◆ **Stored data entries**
*** Begin section ***

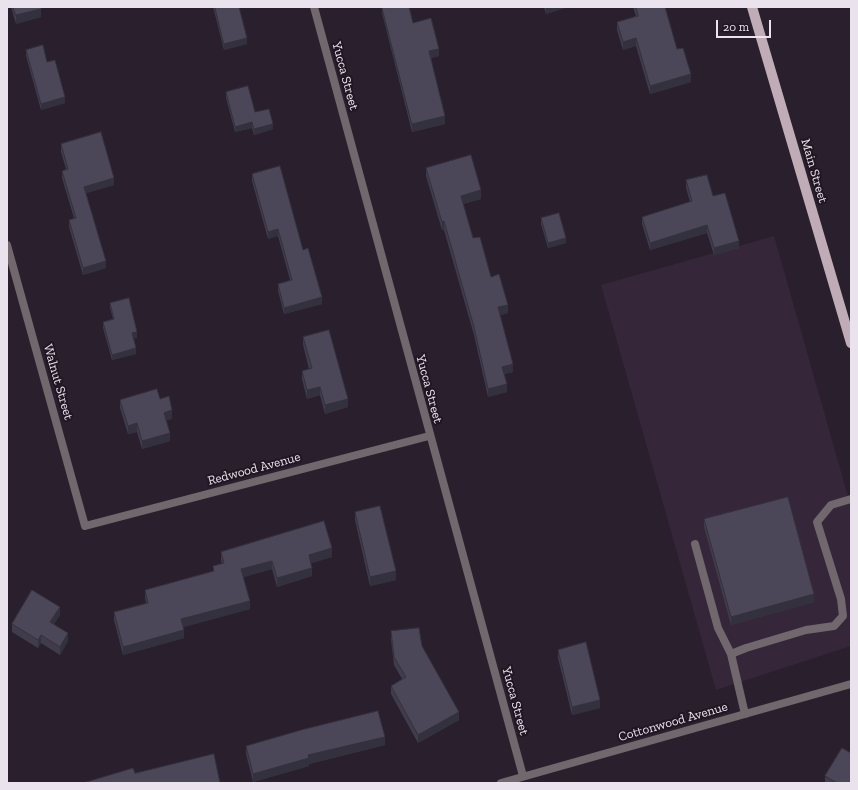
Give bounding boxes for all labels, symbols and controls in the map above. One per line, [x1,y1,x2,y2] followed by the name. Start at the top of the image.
[718,12,773,38] scale bar
[723,20,749,34] text: 20 m
[328,40,362,112] street label: Yucca Street
[797,137,831,205] street label: Main Street
[40,342,76,422] street label: Walnut Street
[412,353,446,425] street label: Yucca Street
[206,449,302,489] street label: Redwood Avenue
[498,665,532,737] street label: Yucca Street
[617,699,729,745] street label: Cottonwood Avenue

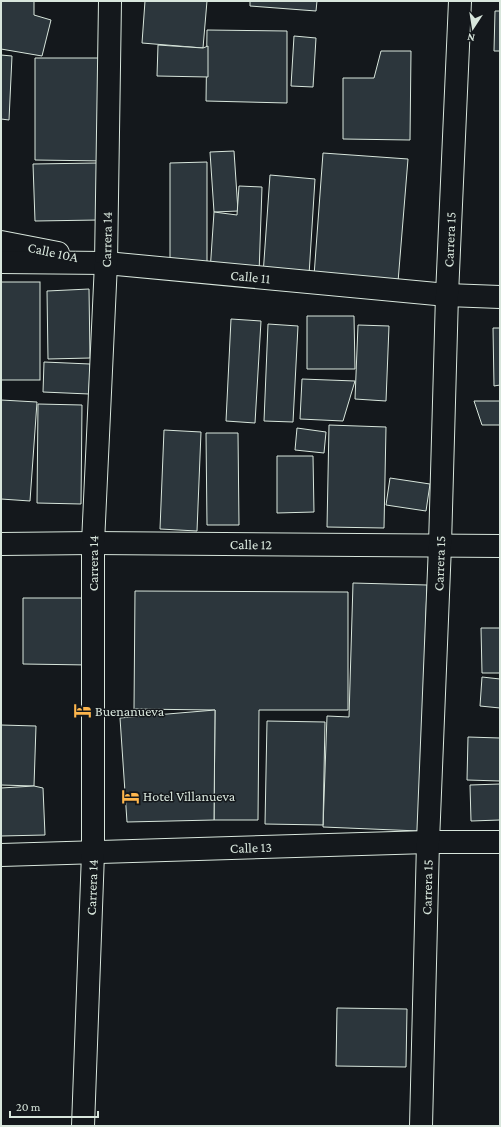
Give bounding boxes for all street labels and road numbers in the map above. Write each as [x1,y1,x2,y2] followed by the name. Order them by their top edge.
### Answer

*** End section ***

◆ **Action item**
Restate each line of the records exactly; pictures do not belong in the copy.

◆ **Written solution**
Give bounding boxes for all labels, symbols and controls in the map above. One per line, [x1,y1,x2,y2] followed by the name. Start at the top of the image.
[718,12,773,38] scale bar
[723,20,749,34] text: 20 m
[328,40,362,112] street label: Yucca Street
[797,137,831,205] street label: Main Street
[40,342,76,422] street label: Walnut Street
[412,353,446,425] street label: Yucca Street
[206,449,302,489] street label: Redwood Avenue
[498,665,532,737] street label: Yucca Street
[617,699,729,745] street label: Cottonwood Avenue

Give bounding boxes for all street labels and road numbers in the map above. Write each as [x1,y1,x2,y2] followed by the name. Order them by their top edge.
### Answer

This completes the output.